A killing frost fell upon our hills, and hollers last night, leaving behind white death to many of our tender plants and flowers. The azalea bush that proudly sported brilliant orange blossoms hangs down with wilted and drooping flowers this morning. The catalpa tree didn’t escape the damage, but stands with blasted leaves and blackened flower buds.
The garden soil has stayed so wet that we haven’t planted any crops yet, so we escaped the disappointment of ruined tomato and pepper plants. Son Andy covered his tomato plants with plastic jugs and buckets, but they froze through the covering and are black and withered this morning.
Criss mourns his raspberry crop, as the vines were full of flowers and developing fruit. It would have been a bumper crop this year. The wild blackberry vines hang drooping with white flowers, and it remains to be seen if it will be a blackberry summer but, as my mother is fond of stating, “There’s nothing you can do about it – the weather is one thing that you can’t control.”

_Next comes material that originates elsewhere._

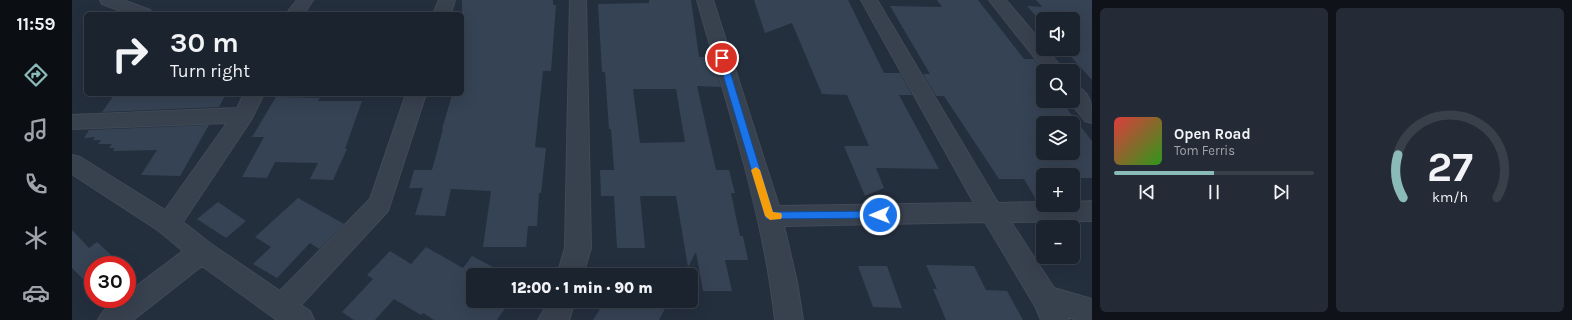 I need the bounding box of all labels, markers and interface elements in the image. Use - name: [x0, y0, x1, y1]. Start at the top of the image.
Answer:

As farmers have always done, you hitch up the plow and replant. Crops such as green onions, lettuce and cabbage are not hurt by frost, and there is plenty of time to put out corn and beans and set out plants. Crops do better after the ground has warmed up, and pepper plants especially hate cold and wet feet. Our beloved late neighbor Liddie Coon always advised us to wait until the first of June to put out the pepper and tomato plants.
Memorial Day has come and gone, but my heart and mind stay on the traditional date of May 30. This is the first year I can remember that Grandma O’Dell’s graveyard rose hasn’t burst into a cloud of pink roses for Memorial Day. There was one solitary blooming rose that raised its head above the vines full of buds.

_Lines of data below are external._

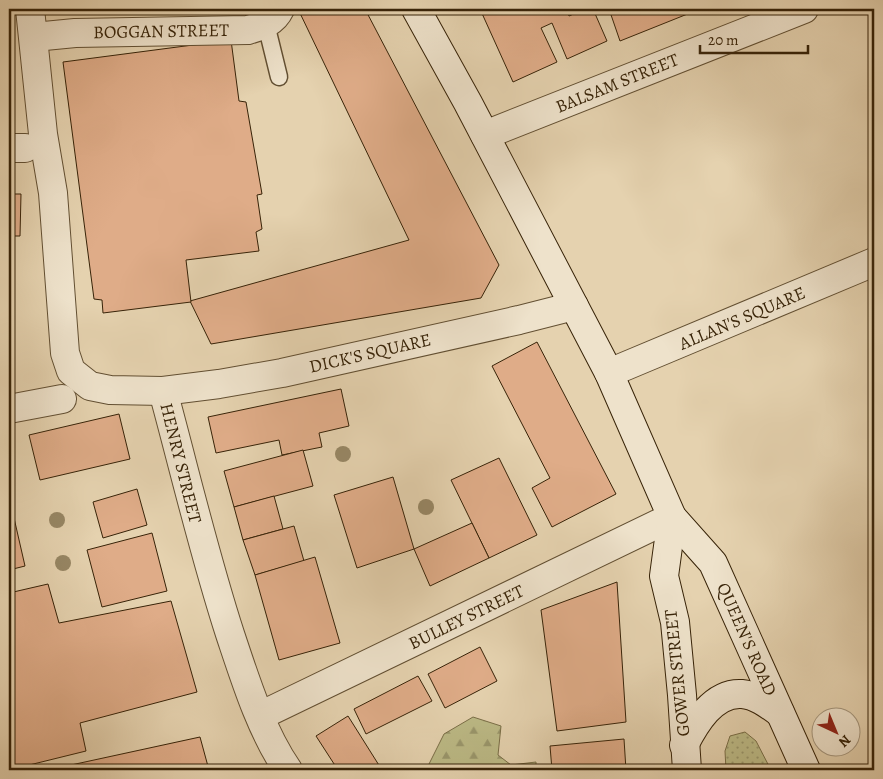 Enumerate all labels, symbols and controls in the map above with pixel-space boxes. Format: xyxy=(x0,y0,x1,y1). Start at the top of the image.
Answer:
street label: BOGGAN STREET xyxy=(93,18,229,44)
scale bar xyxy=(700,22,808,54)
text: 20 m xyxy=(708,30,739,50)
street label: BALSAM STREET xyxy=(552,47,682,119)
street label: ALLAN'S SQUARE xyxy=(674,281,809,356)
street label: DICK'S SQUARE xyxy=(307,327,433,379)
street label: HENRY STREET xyxy=(154,400,208,526)
street label: BULLEY STREET xyxy=(404,579,528,655)
street label: QUEEN'S ROAD xyxy=(711,579,783,699)
street label: GOWER STREET xyxy=(658,608,696,738)
north arrow xyxy=(810,706,860,756)
text: N xyxy=(834,731,855,751)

Grandma always called it her “graveyard rose” because she took masses of the flat, pink roses to the cemetery to decorate the family graves.
Decoration Day, as we called Memorial Day, was a happy time for us children. Mom’s family would gather at the cemetery for a day of reminiscing, honoring those departed relatives with floral offerings, and picnicking among the tall trees that bordered the cemetery. It remains as one of my most cherished childhood memories.

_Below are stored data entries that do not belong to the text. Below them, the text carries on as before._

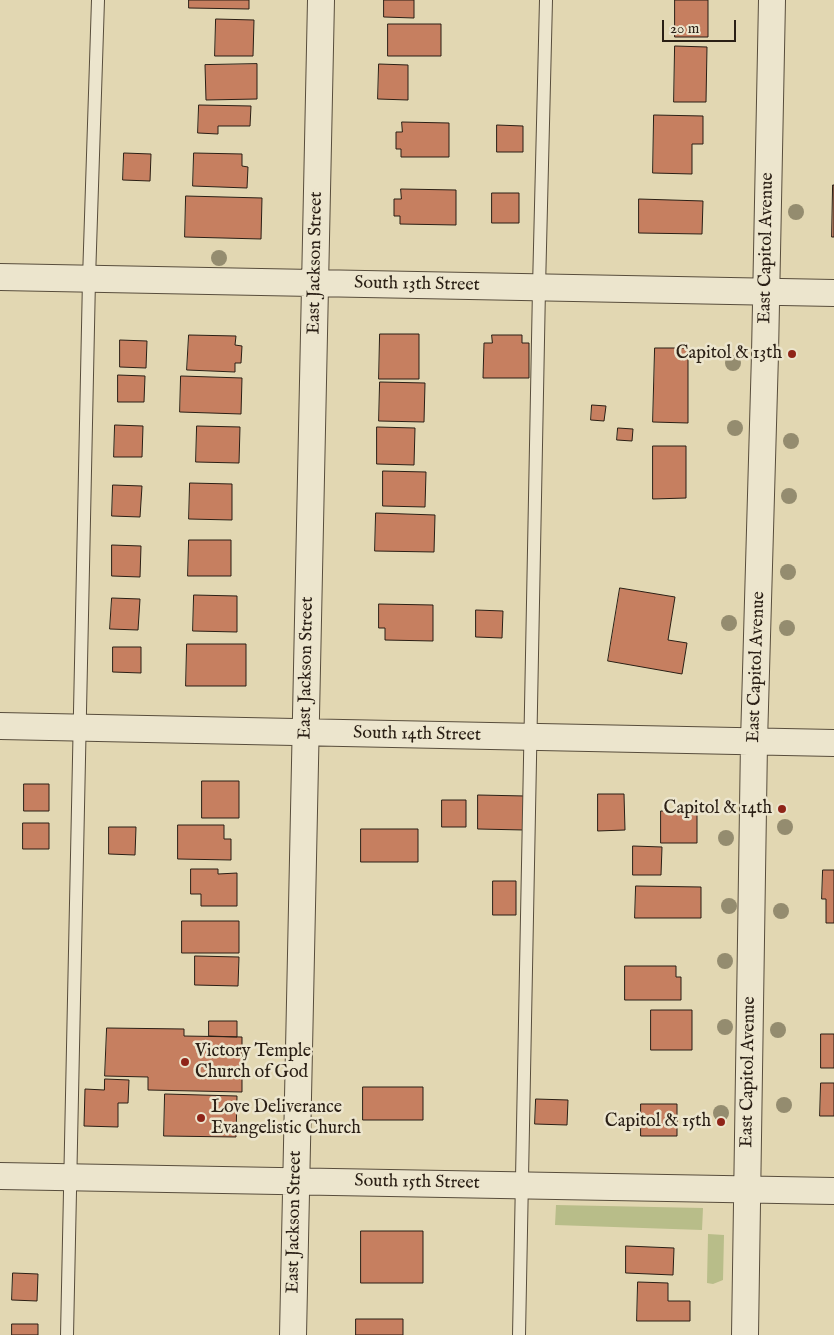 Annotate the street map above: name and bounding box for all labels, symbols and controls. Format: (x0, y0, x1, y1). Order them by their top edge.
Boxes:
scale bar (664, 10, 738, 42)
text: 20 m (670, 19, 699, 38)
street label: East Capitol Avenue (755, 172, 779, 324)
street label: East Jackson Street (304, 191, 328, 335)
street label: South 13th Street (354, 273, 480, 297)
place label: Capitol & 13th (676, 343, 782, 365)
marker: Capitol & 13th (786, 348, 798, 360)
street label: East Capitol Avenue (744, 591, 770, 743)
street label: East Jackson Street (295, 596, 319, 740)
street label: South 14th Street (353, 723, 481, 747)
place label: Capitol & 14th (664, 798, 772, 820)
marker: Capitol & 14th (776, 803, 788, 815)
street label: East Capitol Avenue (737, 996, 761, 1148)
place label: Victory Temple Church of God (195, 1041, 311, 1084)
marker: Victory Temple Church of God (179, 1056, 191, 1068)
place label: Love Deliverance Evangelistic Church (211, 1097, 361, 1140)
place label: Capitol & 15th (605, 1111, 711, 1133)
marker: Love Deliverance Evangelistic Church (195, 1112, 207, 1124)
marker: Capitol & 15th (715, 1116, 727, 1128)
street label: East Jackson Street (283, 1150, 307, 1294)
street label: South 15th Street (354, 1171, 480, 1195)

Our cemetery, like most of the others here in the hills, was high on the point of a hill. It was a most pleasant place free from any sense of morbidity. Surrounded by tall trees and thickly populated with the forever-green hemlocks, it was shady and cool. We brought our memorial offerings of “pineys” (peonies) and heirloom roses, mixed with irises and ferny asparagus fronds.
Sorrow sits lightly on the heart of a child, and death is an unfathomable mystery. I remember feeling a pang of sorrow at the tiny infant graves of baby cousins that had passed away years before, but no real grief marred the day for our youthful hearts. When I was 17, we lost my beloved Grandpa O’Dell, who had lived in the home with us for a long as I could remember. There was sense of loss so keen that it is with me yet today. Death and grief had become real to me.
The years have passed since then, and with the passing of time there have been new sorrows and sharper grief. Our Lord sends comfort and solace to our aching hearts, or else the losses would be unbearable.
Since last Memorial Day, we have suffered multiplied horror and sorrow with the loss of vast numbers of our American citizens. Yet, each one was an individual death, touching families with untold tragedy and heartache.
It has been a year for mass mourning. Although we regarded Decoration Day as a time to show love and respect to all our relatives who had passed on, the day was actually set apart many years ago to honor our fallen men in the Armed services. Memorial Day is for remembering.